Si bien la especialización en el periodismo cultural es un proyecto que se queda en las buenas intenciones, la falta de preparación no lo es todo. Los bajos salarios que perciben los empleados de los medios obligan a que un mismo reportero busque trabajo en la mayor cantidad de empresas posibles y su reporte se convierta en una base similar que varía según la función del soporte al que va dirigido: información rápida y apenas digerida que se difunde igual en prensa, radio y televisión. Si la media salarial es de cuatro mil pesos mensuales, difícilmente un periodista de cultura trabajará para un solo medio. Y si la exigencia diaria es cubrir una sección que abarca disciplinas tan variadas, es más complicado que el divulgador encuentre tiempo disponible para sopesar la información y darle un tratamiento de periodismo de fondo.
Los medios locales que más pueden abarcar los terrenos culturales lo hacen mediante la colaboración, donde la remuneración es obtener un cierto prestigio de crítico ante la comunidad de creadores y practicantes. En la mayoría de los casos los colaboradores son especialistas en su tema (cine, danza, pintura, literatura, etcétera) pero carecen de la formación que permita la correcta divulgación periodística y a veces las columnas se convierten en un diálogo de sordos.

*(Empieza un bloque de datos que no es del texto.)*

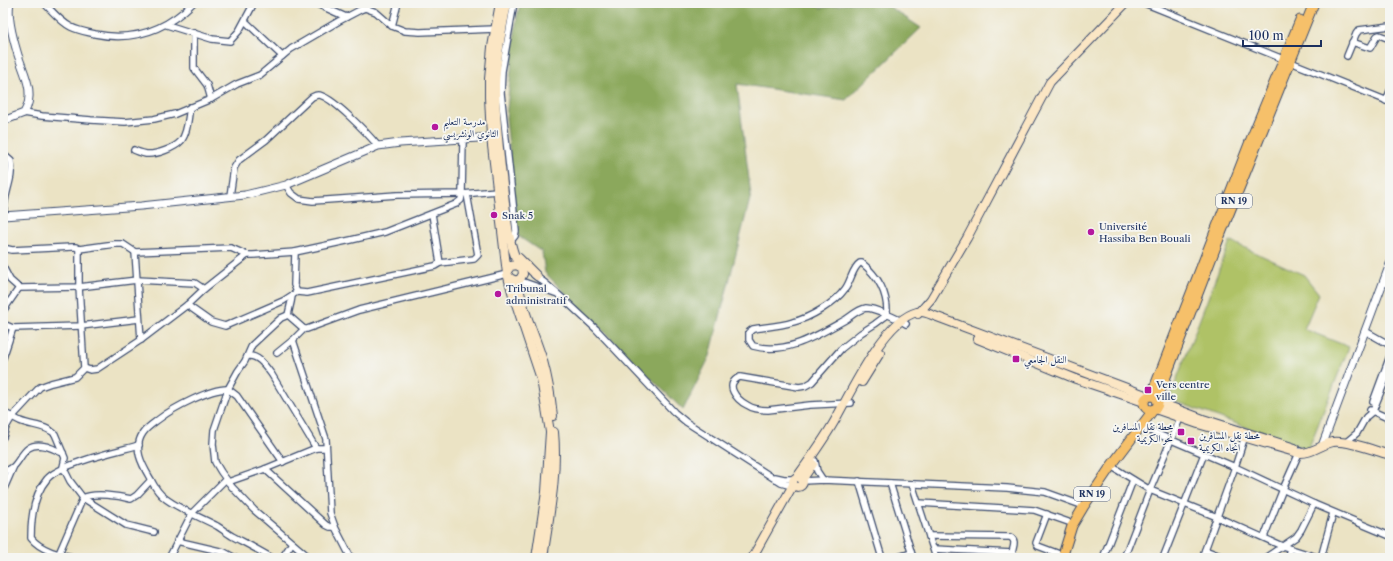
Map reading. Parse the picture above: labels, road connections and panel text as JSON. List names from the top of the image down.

Añadamos que la falta de pago evita la aparición constante de los espacios de crítica, ¿cómo puede, un coordinador de cultura, obligar la entrega puntual y correcta del material que, de manera gratuita, le proporcionan sus colaboradores?
La cultura será una coyuntura milagrosa en los medios hasta que no se legisle y regule su verdadera función social que no es adorno o recreación sino la manifestación más sublime de lo humano.